This site-specific drawing is a portion of recalled conversation between my mother and grandmother.
As my grandmother aged and her health gradually deteriorated, my mother and I would help her dress, change her clothes, bathe herself and wash her hair.
My grandmother was very particular about how she wanted to things cleaned. On more than one occasion, my mother would try to wash my grandmother’s hair, gently massaging the shampoo onto her scalp. This was unsettling to my grandmother: “You’re not going to break me! Scrub harder! Use your nails!”

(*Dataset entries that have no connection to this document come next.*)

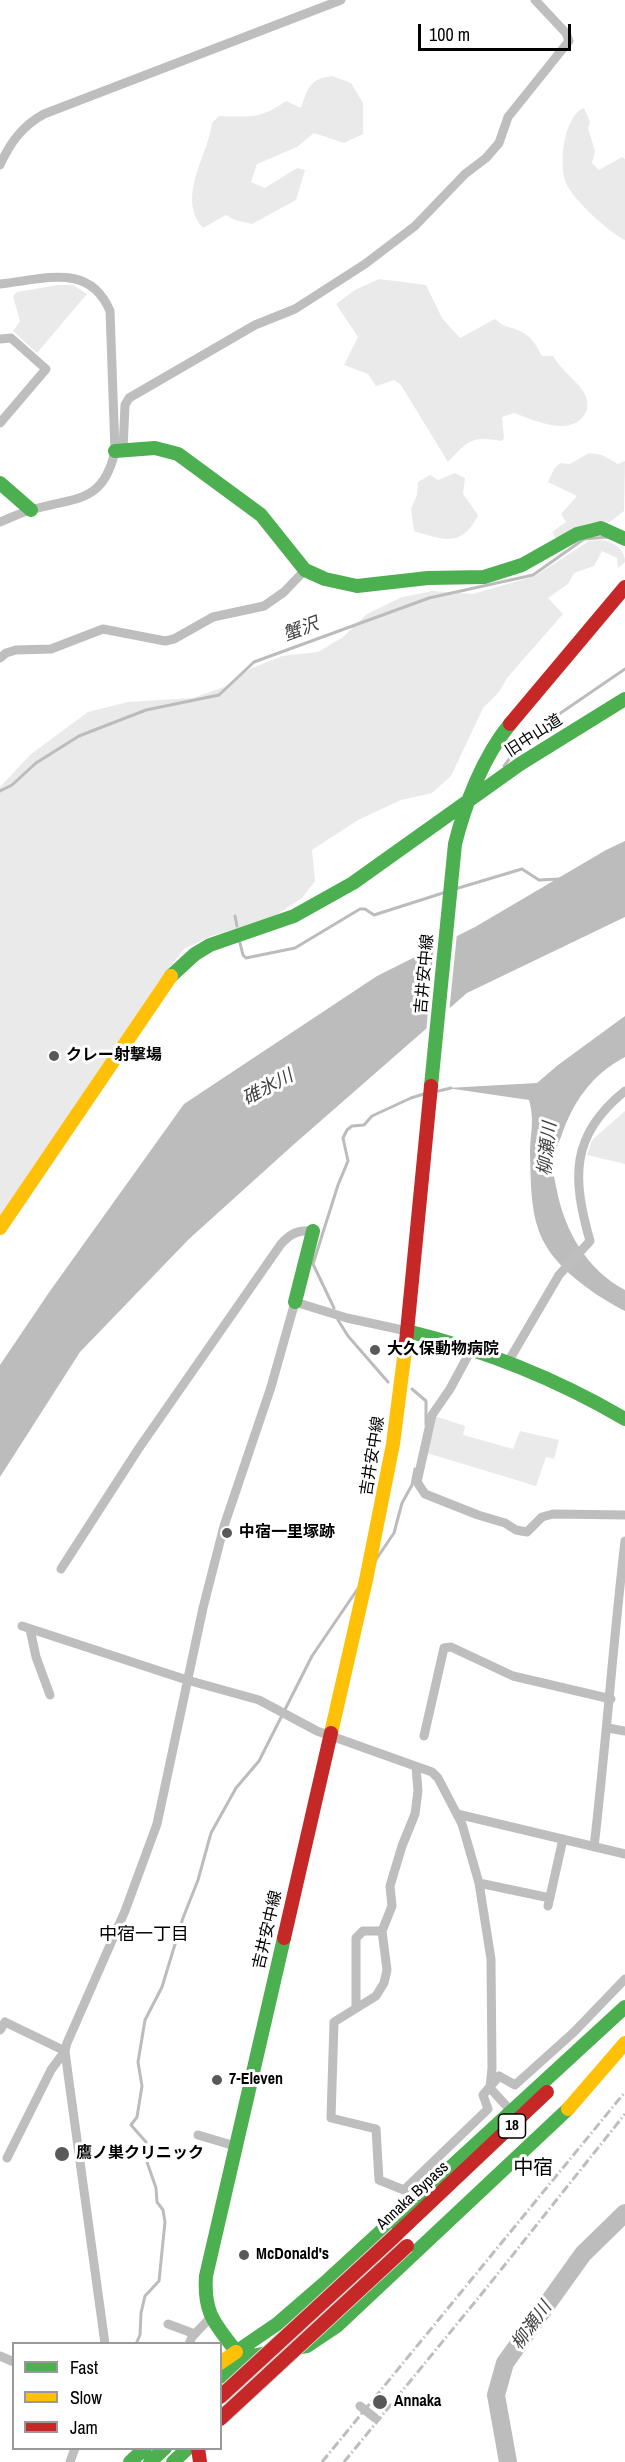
<!DOCTYPE html>
<html>
<head>
<meta charset="utf-8">
<style>
	body { margin:0 }
	#map { position:relative; width:625px; height:2462px; overflow:hidden; background:#fff; font-family:"Archivo Narrow",sans-serif }
	canvas { display:block }
	.legend { position:absolute; left:12px; top:2342px; width:210px; height:108px; box-sizing:border-box; background:#fff; border:2px solid #999; margin:0; padding:8px 10px; list-style:none; font-size:18px; color:#000 }
	.legend li { display:flex; align-items:center; gap:12px; height:30px }
	.legend b { width:30px; border:2px solid #999 }
	.scale { position:absolute; left:418px; top:24px; width:153px; height:27px; box-sizing:border-box; border:3px solid #000; border-top:0; padding-left:8px; font-size:18px; line-height:21px; white-space:nowrap; color:#000; -webkit-text-stroke:4px #fff; paint-order:stroke }
</style>
</head>
<body>
<div id="map">
<canvas width="625" height="2462"></canvas>
<ul class="legend">
<li><b style="height:8px;background:#4caf50"></b>Fast</li>
<li><b style="height:8px;background:#ffc107"></b>Slow</li>
<li><b style="height:8px;background:#c62828"></b>Jam</li>
</ul>
<div class="scale">100 m</div>
</div>
<script>
const ctx = document.querySelector('canvas').getContext('2d');
ctx.lineJoin = 'round';
function fillPath(path, color) { ctx.fillStyle = color; ctx.fill(path, 'evenodd'); }
function strokePath(path, color, width, dash) { ctx.strokeStyle = color; ctx.lineWidth = width; ctx.lineCap = dash ? 'butt' : 'round'; ctx.setLineDash(dash || []); ctx.stroke(path); }
function write(font, color, halo, rows, align = 'center') {
  ctx.font = font + ' "Archivo Narrow","Noto Sans JP",sans-serif'; ctx.lineWidth = 6; ctx.setLineDash([]); ctx.textBaseline = 'middle'; ctx.strokeStyle = halo; ctx.fillStyle = color; for (const [text, x, y, turn = 0] of rows) {
    ctx.save(); ctx.translate(x, y); ctx.rotate((+turn || 0) * Math.PI / 180); ctx.textAlign = isNaN(turn) ? turn : align; if (halo) ctx.strokeText(text, 0, 0); ctx.fillText(text, 0, 0); ctx.restore();
  }
}
fillPath(new Path2D(`
	M332 76 351 83 363 103V134L344 143 314 133 297 147 257 164 251 182 265 188 297 168 305 170 296 200 252 224 235 220 226 215 203 228C176 197 208 156 212 123L219 116C248 117 261 119 286 101L301 108C308 88 309 79 332 76Z
	M584 108 590 122 588 128 595 151 592 163 599 170 622 157 625 159V240C610 233 572 199 566 183 558 165 564 115 584 108Z
	M379 279 426 285 442 318 460 338 495 319C506 329 511 326 522 332 532 337 537 347 542 356H553C561 370 574 378 583 391 587 397 589 406 586 412 572 439 534 420 514 413L502 417 504 438 502 441C471 436 469 440 448 462L401 385 394 380 376 386 368 374 344 365 358 337 336 304 355 290Z
	M58 285H73L87 294 37 353 13 331 20 321 13 296 17 292Z
	M589 453 602 455 618 464 625 461 624 511 610 522C589 519 573 529 556 539L552 532 566 522 561 514 577 496 548 482 554 469 560 463 570 464Z
	M455 473 465 478 463 494 478 515C462 548 444 540 414 531L411 509 417 495 418 482 430 475 438 480Z
	M601 540C614 541 625 549 625 562L618 568 617 558 602 551 594 566 574 573 568 584 548 598 563 614 507 678 499 692 483 708 451 776 432 793 401 800 358 820 312 850 315 881 302 898 270 919 211 936 184 949 156 985 0 1217V787L31 754 88 712 128 702 193 698 227 686 250 669 282 656 318 652 343 637 367 614 402 597 433 591 473 594 535 576 589 541Z
	M625 1111V1164L587 1155 592 1140Z
	M435 1416 465 1426 463 1435 513 1449 520 1431 559 1440 554 1459 546 1457 536 1486 427 1453Z`), '#eaeaea');
fillPath(new Path2D(`
	M625 841V917L467 993 292 1146 189 1239 80 1352 0 1477V1365L50 1291 184 1104 377 976 475 927 606 850Z
	M625 1016V1057C591 1075 573 1102 561 1137 558 1144 554 1152 553 1159 552 1169 555 1181 557 1191 565 1231 587 1270 625 1290V1311C599 1298 559 1271 545 1244 530 1218 531 1184 530 1154 530 1133 535 1122 529 1100L447 1088 537 1083 558 1065Z`), '#bcbcbc');
fillPath(new Path2D(`
	M457 933 449 1013 426 1033 434 944Z`), '#fff');
strokePath(new Path2D(`
	M504 766 527 736 625 669
	M0 791 12 785 36 763 79 736 146 710 219 695 254 662 429 598 533 575 584 539 608 537
	M455 889 522 869 539 880 560 879
	M235 916 237 926
	M240 943 243 955 246 958 295 948 360 909H365L374 915 446 892
	M434 1092 451 1088
	M334 1308 313 1264 338 1185 348 1161 343 1138 347 1130 352 1126 364 1125 372 1116 411 1098 427 1093
	M338 1320 348 1336 388 1382
	M412 1389 426 1401V1425
	M375 1561 394 1533 402 1503 412 1485 415 1469
	M136 2344 140 2335 141 2313 145 2296 159 2281 165 2222 163 2210 157 2202 156 2188 147 2162 146 2142 131 2125 137 2117 142 2086 138 2062 145 2020 162 1987 183 1918 198 1880 211 1833 236 1788 259 1761 312 1656 359 1587`), '#bcbcbc', 3);
strokePath(new Path2D(`
	M508 2462 496 2395 505 2363 583 2254 625 2213`), '#bcbcbc', 18);
strokePath(new Path2D(`
	M0 165C10 143 22 126 44 114L341 0
	M0 284C42 280 89 261 110 311L115 451C103 505 74 497 31 510 20 513 10 518 0 522
	M0 339 11 338 46 369 0 423
	M123 450 125 405 129 398 255 325 295 309 365 264 415 226 465 174 486 158 499 143 508 117 569 41 566 33 535 0
	M0 658 6 653 16 650 51 649 103 629 165 641 174 639 213 617 264 606 284 592 305 570
	M471 1350 450 1389 432 1415 417 1482 425 1494 478 1515 505 1523 516 1530 527 1532 542 1517 553 1514 625 1515
	M508 1362 559 1275 590 1241C572 1178 570 1135 625 1091
	M61 1569 139 1448 281 1244C291 1233 298 1230 313 1231
	M22 1626 187 1680 259 1700 317 1731 432 1772 438 1778 462 1824 479 1883 491 1959 492 2068 490 2088 511 2111
	M30 1629 36 1657 50 1695
	M608 1728 625 1731
	M424 1736 444 1648 451 1647 513 1676 611 1699
	M416 1767 418 1791 415 1814 402 1846 390 1886 392 1906 382 1931 387 1970 384 1983 376 1996 334 2022 331 2118 376 2129 379 2180 404 2190 488 2109 483 2095 499 2076 515 2085 574 2032 625 1979
	M457 1814 625 1854
	M594 1847C606 1745 613 1643 625 1541
	M479 1883 550 1898
	M548 1906 563 1839
	M356 2007V1938L363 1931H382
	M0 2030 5 2022 65 2051
	M198 2135 235 2146
	M7 2158 51 2070 65 2051
	M168 2324 195 2334
	M105 2344 68 2074 65 2051 67 2043 125 1911 157 1824 203 1608 224 1526 271 1387 295 1302 347 1318 407 1331
	M189 2344 192 2337 210 2318
	M0 2356 14 2362
	M70 2462 75 2448`), '#bebebe', 9);
strokePath(new Path2D(`
	M115 451 155 448 178 454 261 515 305 570 325 579 357 586 428 578 484 577 522 565 577 534 601 528 625 539
	M0 483 31 510
	M171 976 195 954 210 945 294 916 353 883 520 764 625 699
	M431 1086 455 844C465 804 483 757 510 724
	M295 1302 313 1231
	M407 1331C484 1350 557 1379 625 1419
	M236 2352 277 2324 328 2280 625 2007
	M241 2358 307 2346 337 2326 568 2109
	M242 2360C220 2327 203 2320 206 2276L284 1938
	M220 2377 241 2358
	M130 2462 145 2448
	M150 2462 165 2448
	M173 2462 188 2448`), '#4caf50', 14);
strokePath(new Path2D(`
	M0 1228 171 976
	M331 1733 366 1580 393 1444 406 1342
	M568 2109 625 2043
	M220 2363 236 2352`), '#ffc107', 14);
strokePath(new Path2D(`
	M510 724 625 587
	M406 1342 431 1086
	M284 1938 331 1733
	M397 2234 547 2092
	M198 2448 200 2462`), '#c62828', 14);
strokePath(new Path2D(`
	M322 2462 625 2092
	M344 2462 484 2291 625 2114`), '#bdbdbd', 3, [9, 3, 1.5, 3]);
const jamBridge = new Path2D(`
	M220 2397 397 2234
	M220 2419 407 2246`);
strokePath(jamBridge, '#dbdbdb', 16, []);
strokePath(new Path2D(`
	M360 2406 375 2418`), '#bebebe', 9);
strokePath(jamBridge, '#c62828', 14);
for (const [x, y, r, color] of [
	[54,1056,6,"#595959"],
	[375,1350,6,"#595959"],
	[227,1533,6,"#595959"],
	[217,2080,6,"#595959"],
	[62,2154,8,"#595959"],
	[244,2255,6,"#595959"],
	[380,2402,8,"#595959"]
]) { const dot = new Path2D(); dot.arc(x, y, r, 0, 2 * Math.PI); ctx.fillStyle = color; ctx.fill(dot); strokePath(dot, '#fff', 2); }
for (const [x, y, w] of [
	[512,2126,27]
]) { const box = new Path2D(); box.roundRect(x - w / 2, y - 12, w, 24, 4.5); ctx.fillStyle = '#fff'; ctx.fill(box); strokePath(box, '#000', 1.5); }
write('bold 15px', '#000', null, [
	["18",512,2126]
]);
write('16px', '#000', '#fff', [
	["旧中山道",534,736,-33],
	["吉井安中線",425,974,-85],
	["吉井安中線",373,1456,-81],
	["吉井安中線",268,1930,-77],
	["Annaka Bypass",413,2196,-43]
]);
write('bold 16px', '#000', '#fff', [
	["クレー射撃場",66,1056],
	["大久保動物病院",387,1350],
	["中宿一里塚跡",239,1533],
	["7-Eleven",229,2080],
	["鷹ノ巣クリニック",76,2154],
	["McDonald's",256,2255],
	["Annaka",394,2402]
], 'left');
write('italic 18px', '#414141', '#fff', [
	["蟹沢",301,630,-20],
	["碓氷川",268,1088,-28],
	["柳瀬川",548,1149,-84],
	["柳瀬川",532,2326,-54]
]);
write('18px', '#000', '#fff', [
	["中宿一丁目",144,1935]
]);
write('20px', '#000', '#fff', [
	["中宿",533,2169]
]);
</script>
</body>
</html>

My grandmother would only be satisfied after her scalp was scrubbed raw and rinsed red with hot water. Remembering this, my mother shakes her head. “Older Italian women sure do like to abuse their bodies.”
The power to transform, heal, and harm through touch exists in the intimacy of daily life and has become paramount throughout the pandemic. People continue to struggle to maintain relationships, express love, and find alternative ways of performing care publicly and privately.
This drawing was created on the front facing window of Whippersnapper Gallery. As a material, glass reveals and conceals rituals of touch: every trace is hyper-visible but can be wiped away in a single gesture.Our sense of touch teaches us about the world as we move through it, generating knowledge and trust—it is an intuitive form of learning. Furthermore, touch activates memory. This sense is considered irrational, primitive, and invalid in colonial and post-Enlightenment systems of knowledge; however, physical touch greatly impacts our interior and exterior worlds. In my work, I seek to use touch as a tool for learning and as an agent of reciprocal change, care, and remembrance.